KLIMKO Hubert- Berceuse pour un pendu (p. 121-122)
... Mon professeur m’a remis l’archet, elle m’a
demandé de la faire passer sur les cordes à vide, d’exercer mon poignet afin de
le rendre élastique. Mais au lieu de me transformer en caoutchouc, je suis
devenu plus raide encore. Je ne comprenais pas ce qui m’arrivait, car je
voulais vraiment y arriver, c’était mon instrument de rêve. Je revenais déprimé
des leçons. L’épreuve m’était pénible. Je n’étais pas un Tsigane dans les mains
duquel l’instrument se met à jouer tout seul.

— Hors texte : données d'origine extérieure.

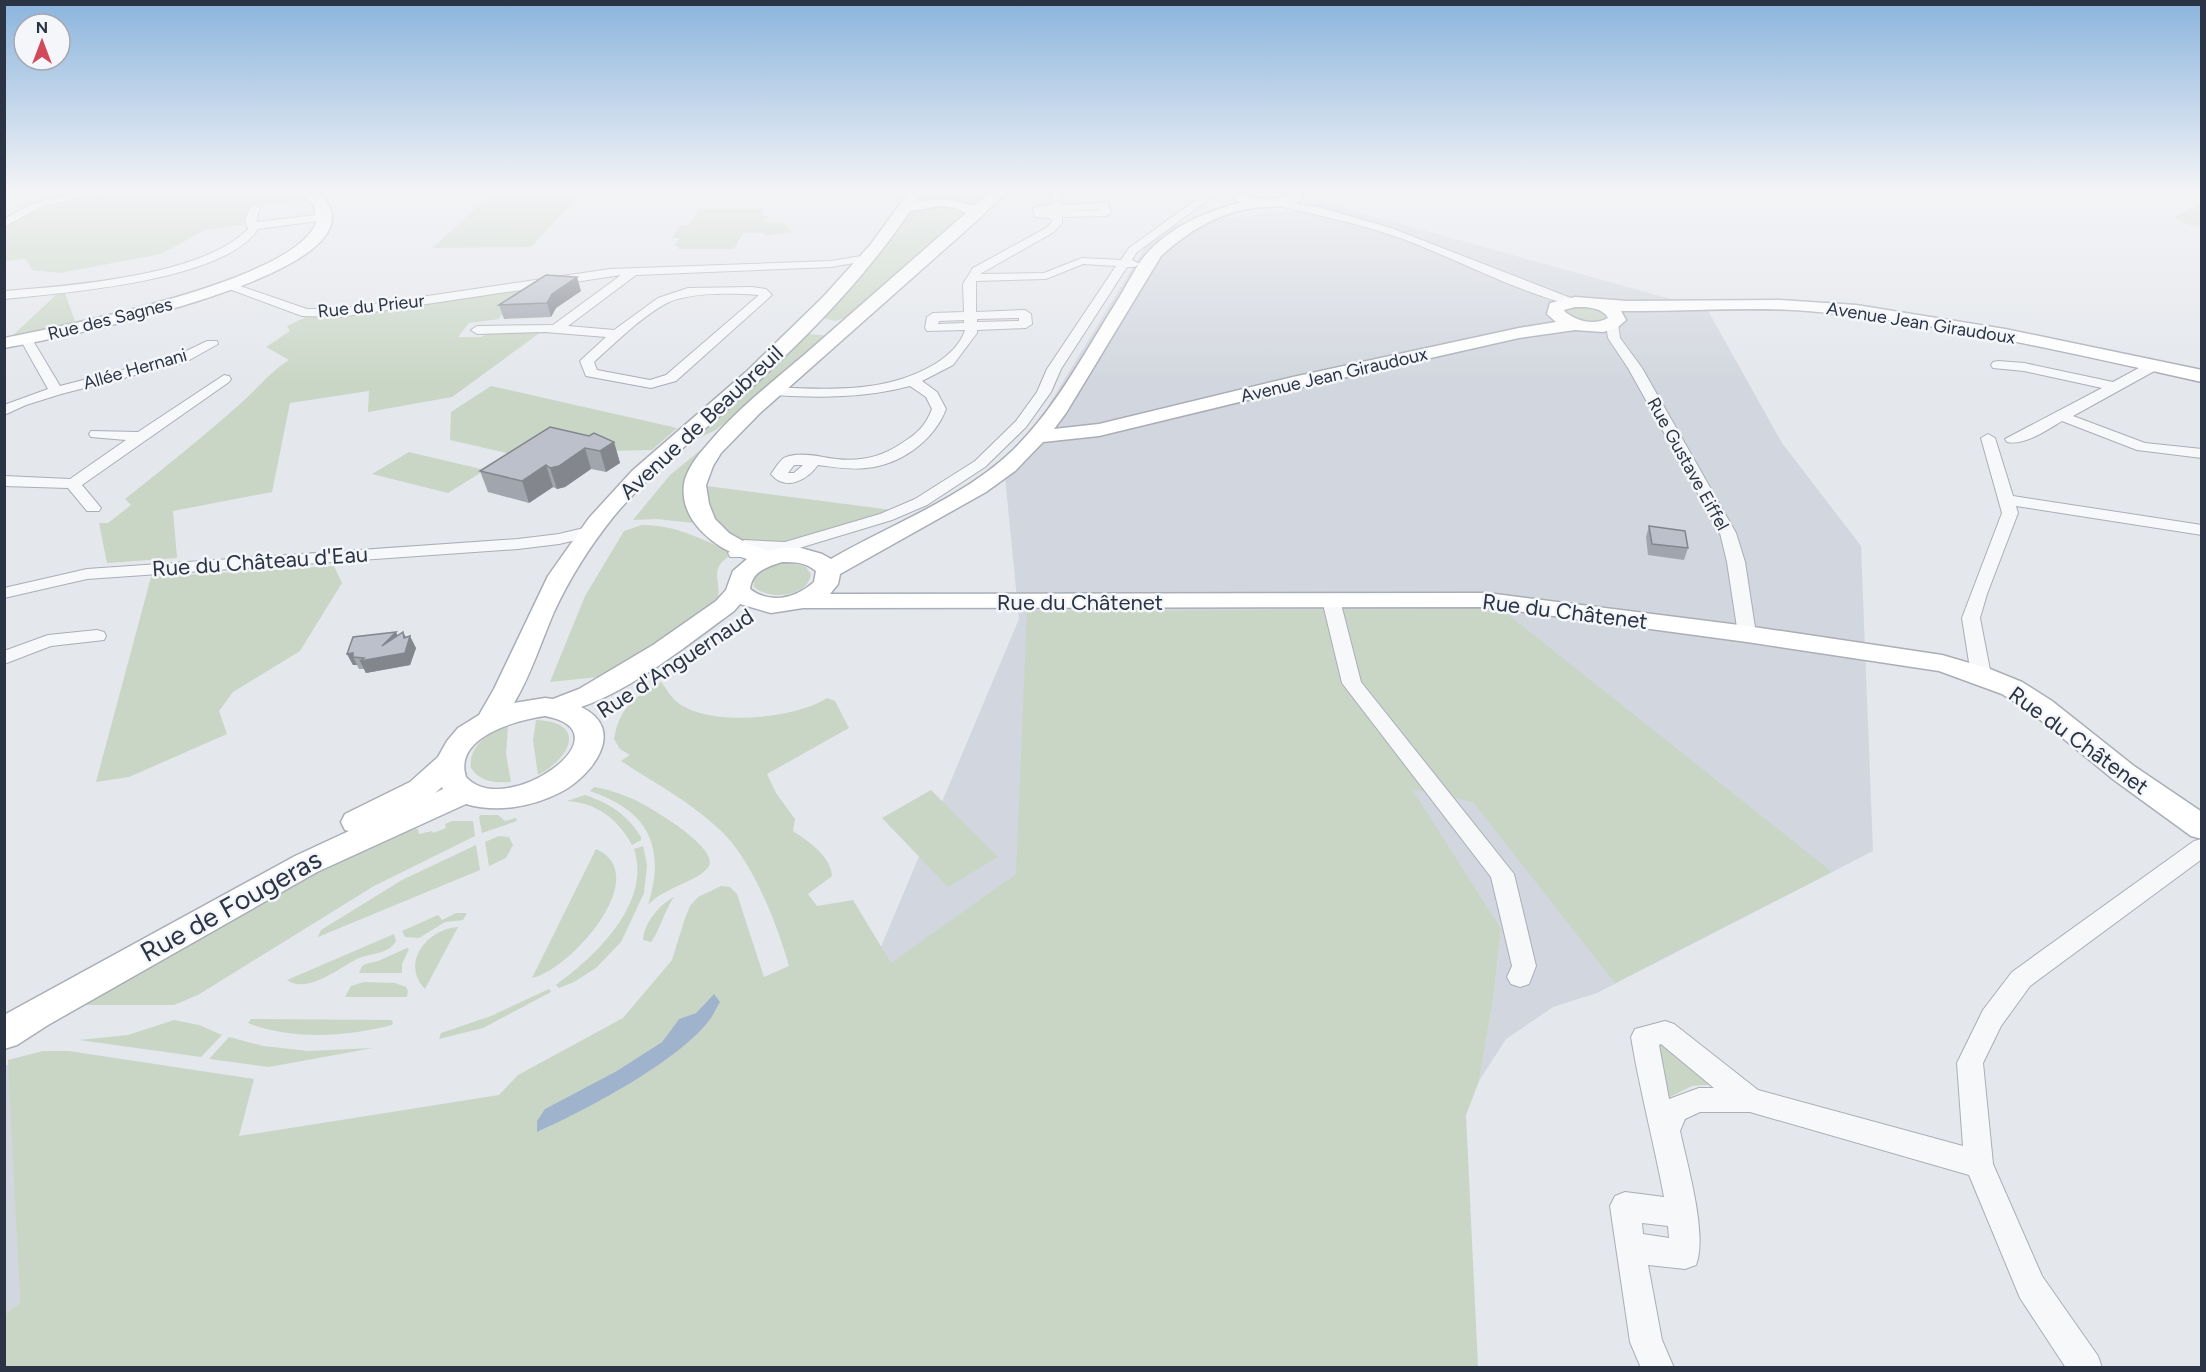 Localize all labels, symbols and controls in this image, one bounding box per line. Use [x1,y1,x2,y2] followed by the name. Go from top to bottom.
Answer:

Je n’avais pas en moi cette légèreté
de voleur, j’étais incapable de subtiliser des notes, de contourner les règles.
Il faut que je me révolte, pensai-je, il faut que j’extirpe de mes tripes mes
racines roumaines, nous avons surement eu un Tsigane dans la famille. Si je ne
le fais pas, ces cours d’éducation musicale et physique vont me mener au
naufrage. Je veux jouer, mais en sa présence j’en suis incapable, elle me
corrige comme un enfant, elle me réprimande, je suis revenu à l’école, je ne
veux plus être à l’école, au secours !
Szymon a emprunté une méthode
d’apprentissage en anglais, avec des photos. Je m’y suis mis tout seul, à la
maison. Je faisais ce que je voulais, quand je voulais et comme je voulais. Je
mettais l’instrument à l’envers, je me couchais sur le canapé avec la caisse sur
le ventre. Je sentais qu’il m’appartenait. J’ai cessé de me raidir et d’avoir
des aigreurs d’estomac. Il était
réceptif, a commencé à parler, à émettre des sons. Vrais, pleins, doux. Isolés,
mais j’avais l’impression qu’un jour je réussirais à les réunir dans une œuvre...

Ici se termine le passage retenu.